Why This European Incubator Targets Miami for Its Next Tech Hub

The chief organizer sees the southern city as key in reaching Latino entrepreneurs and consumers stateside and beyond.

Startupbootcamp's Alex Farcet at Startup Weekend Stockholm. (Erik Starck/Flickr)

Parties, beaches, and tourists. That’s how Alex Farcet pictured Miami when someone suggested bringing Europe’s largest start-up accelerator program to the city best known for bikini bods, not business plans. He definitely didn’t consider South Florida a hub of tech innovation. As cofounder of Startupbootcamp, he was looking for a city to expand the program to U.S. entrepreneurs.

After several visits to Miami this summer, Farcet said his view of the city changed. The French entrepreneur saw an opportunity in connecting the budding tech community and the well-established health care sector. This year, the Miami-Fort Lauderdale metro area ranked second in the country for start-up activity, according to the Kauffman Foundation index. Miami is also a health care hub, with eight hospitals and three globally recognized research universities.

Farcet said Miami also offers a way for the accelerator program to reach start-ups launched by Latinos and other people of color that Silicon Valley has overlooked.

With the help of a $2 million grant from the Knight Foundation, Startupbootcamp will launch its inaugural American accelerator class in Miami in March.

For three months, the 10 chosen start-ups will grow their companies with the help of more than 100 mentors from places like CVS Health, Microsoft, MIT, and Harvard. They will meet with more than 200 angel investors and venture capitalists. In return, Startupbootcamp gets a 6 percent stake in each company.

The start-ups must focus on the health care industry, in areas such as telemedicine or remote patient monitoring. The program is particularly interested in businesses that reach underserved ethnic groups. In the United States, Latinos and African Americans experience 30 to 40 percent worse health outcomes than white Americans, according to the most recent National Healthcare Disparities report.

Farcet recently talked to Next America from Copenhagen about why he sees Miami as a future tech capital.

This interview has been edited for length and clarity.

Why did you choose Miami as your first U.S. location?

We like being early, and there is a real buzz around Miami at the moment. When I started looking, I thought, OK, Miami is not just a party or holiday destination. We started looking at the city’s emerging health tech and health care sectors. We also want to be global. We have a program in Singapore and several in Europe. We absolutely want to be in Latin America, and Miami is a good place to start.

How is Miami different from the other cities where you offer the program?

It’s a highly diverse community. If we are smart about how we position our program, we can attract a lot of minority entrepreneurs and really tap into an underserved community of entrepreneurs.

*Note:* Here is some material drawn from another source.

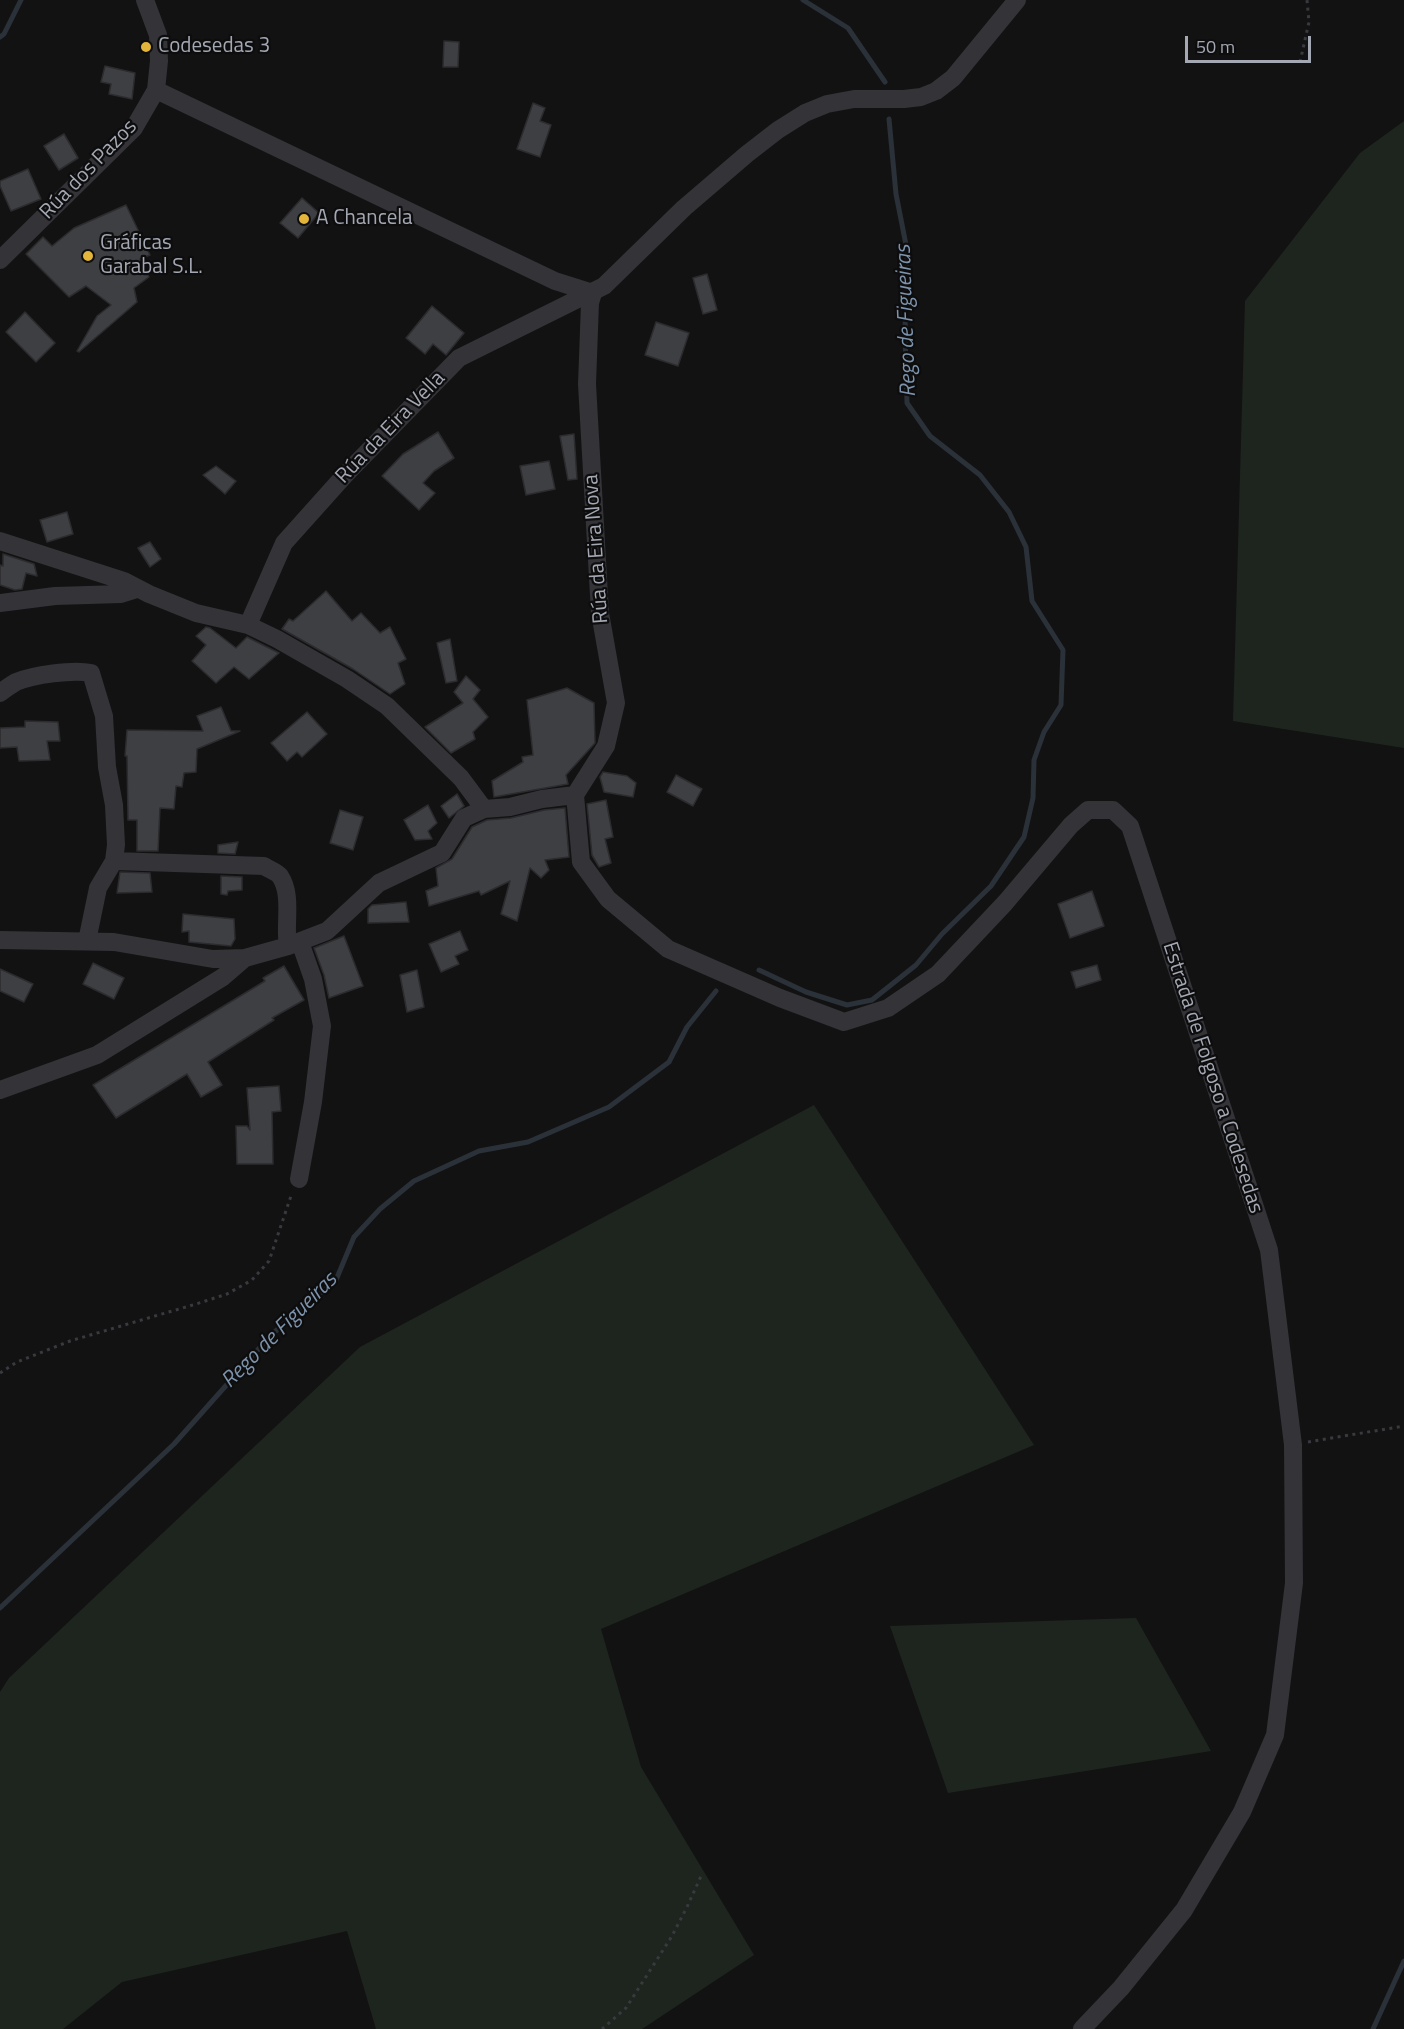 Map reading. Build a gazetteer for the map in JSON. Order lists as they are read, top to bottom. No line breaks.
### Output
{"streets":{"street":["Rúa dos Pazos","Rúa da Eira Vella","Rúa da Eira Nova","Estrada de Folgoso a Codesedas"]},"crossings":[["Rúa da Eira Vella","Rúa da Eira Nova"],["Rúa da Eira Nova","Estrada de Folgoso a Codesedas"]],"water":["Rego de Figueiras"],"places":["Codesedas 3","A Chancela","Gráficas Garabal S.L."],"scale_bar":"50 m"}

How many people right now are building apps for Latinos in digital health or building apps and services for that market? It’s really an underserved market on the demand side and the supply side.

It’s also a lot of fun to be in Miami. You hear Russian and French and Spanish. The program will be in English. But we’ve already decided we are going to be putting out our material in Spanish, too. Across all of the 12 boot-camp programs, we have 80 percent foreign teams, whether you are in Berlin or Copenhagen. We expect to be scouting the U.S. and Latin America to import talent that will choose to stay in Miami and continue to add to the ecosystem. Fifty percent of the participants end up staying in each location.

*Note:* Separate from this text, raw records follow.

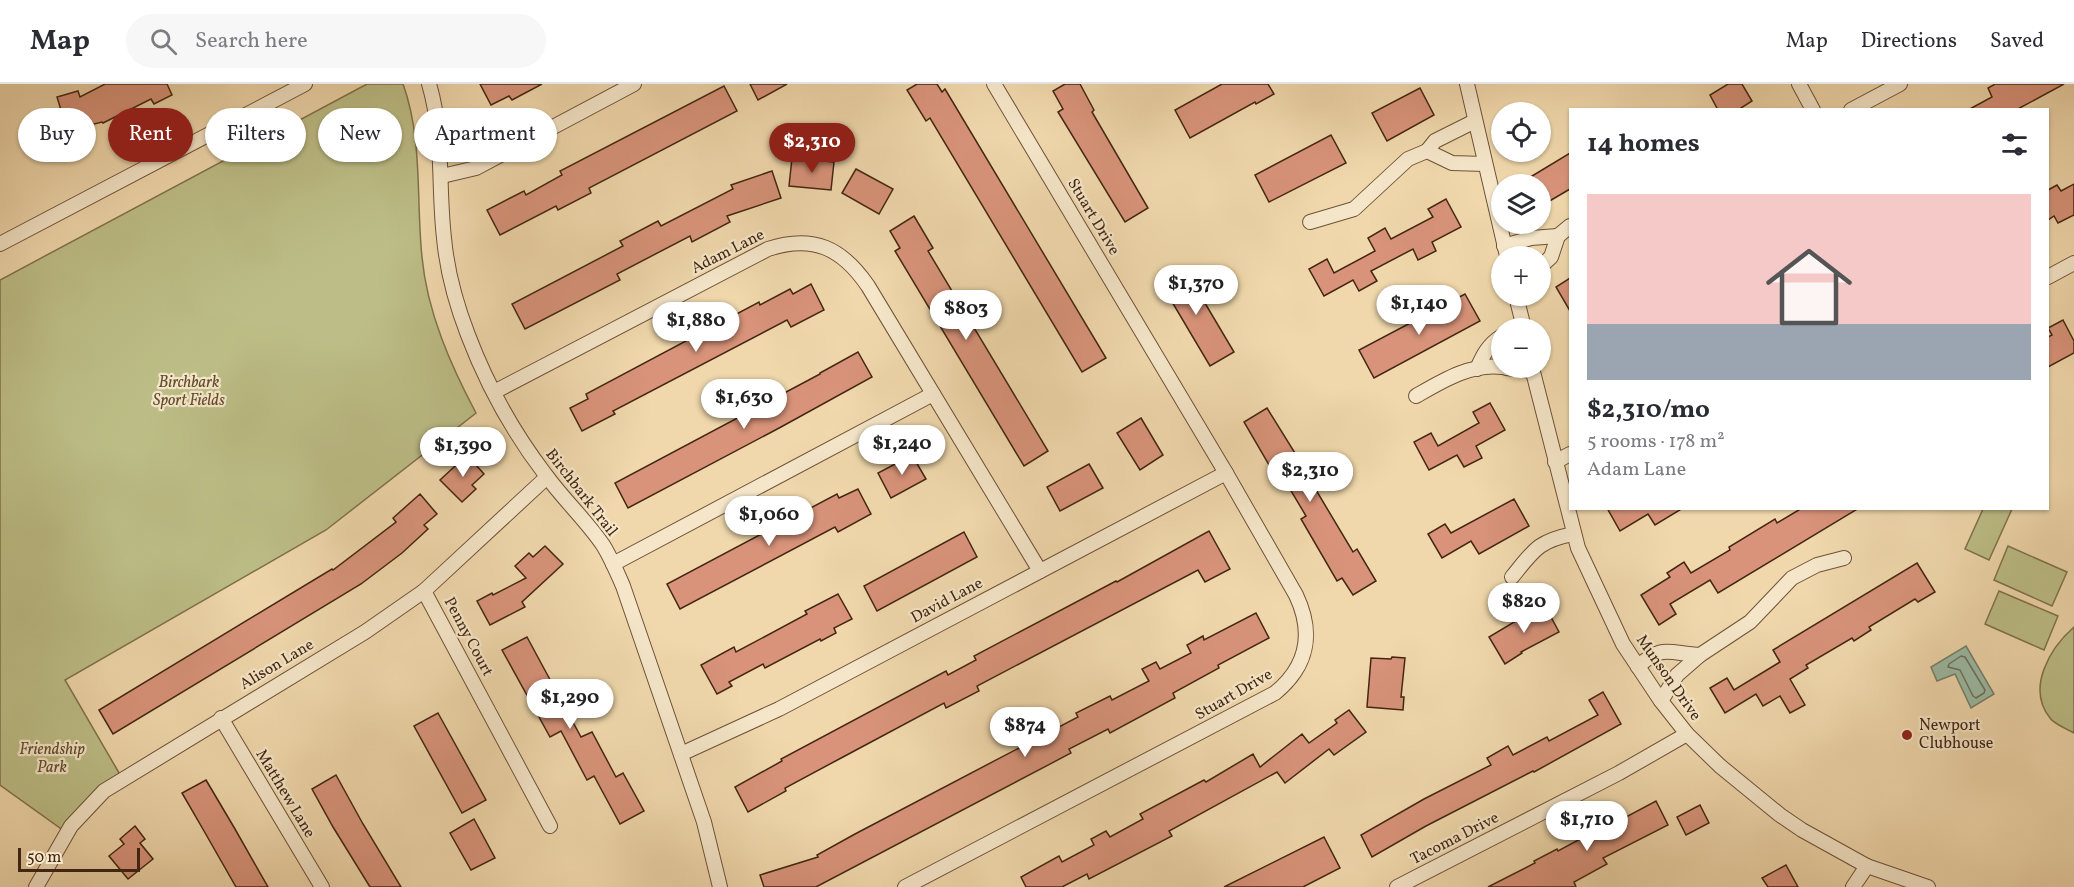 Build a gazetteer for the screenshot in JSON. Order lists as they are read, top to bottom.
{
  "streets": {
    "street": [
      "Stuart Drive",
      "Adam Lane",
      "Birchbark Trail",
      "David Lane",
      "Penny Court",
      "Alison Lane",
      "Munson Drive",
      "Matthew Lane",
      "Tacoma Drive"
    ]
  },
  "crossings": [
    ["Stuart Drive", "David Lane"],
    ["Adam Lane", "Birchbark Trail"],
    ["Adam Lane", "David Lane"],
    ["Birchbark Trail", "David Lane"],
    ["Birchbark Trail", "Alison Lane"],
    ["Penny Court", "Alison Lane"],
    ["Alison Lane", "Matthew Lane"],
    ["Munson Drive", "Tacoma Drive"]
  ],
  "parks": ["Birchbark Sport Fields", "Friendship Park"],
  "places": ["Newport Clubhouse"],
  "scale_bar": "50 m",
  "page": {
    "header": "Map",
    "search": "Search here",
    "nav": ["Map", "Directions", "Saved"],
    "map_buttons": ["+", "−"],
    "chip": [
      "Buy",
      "Rent",
      "Filters",
      "New",
      "Apartment"
    ],
    "heading": "14 homes",
    "price": [
      "$2,310",
      "$1,370",
      "$1,140",
      "$803",
      "$1,880",
      "$1,630",
      "$1,240",
      "$1,390",
      "$2,310",
      "$1,060",
      "$820",
      "$1,290",
      "$874",
      "$1,710"
    ],
    "list": [
      {
        "name": "$2,310/mo",
        "note": "5 rooms · 178 m² · Adam Lane"
      }
    ],
    "scale": "50 m"
  }
}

How will you find big investors for these start-ups? Miami is not Silicon Valley.

There is a reason the Knight Foundation is giving money to bring in an elite accelerator. There’s a budding tech ecosystem in Miami, and we think we can get mentors and angel investors to relocate there. We are funded for three years. We want to be there for 20 years, and we know what it takes.

Why venture into the United States now?

We’ve had so many opportunities in Europe; we feel extremely well rooted now. Now we want to string out to India, Brazil—I’m sure we’re going to be in China soon. We are not people who fly in and out. We build roots. One day, the roots are going to start connecting with each other and get super strong—it may not be so visible right now. Those roots are very deep in Europe, and we are planting our seed in Miami and up the East Coast. Next is New York.

What do you hope will happen to Miami in the next 20 years?

We’d like to hear Miami being mentioned in the same sentence as Boston, New York, and San Francisco, with a very active mentor system. There are a lot of people who fly through there, and we want people to see Miami not only as a tourist destination but as a place with a super interesting tech scene and a lot of interesting opportunities.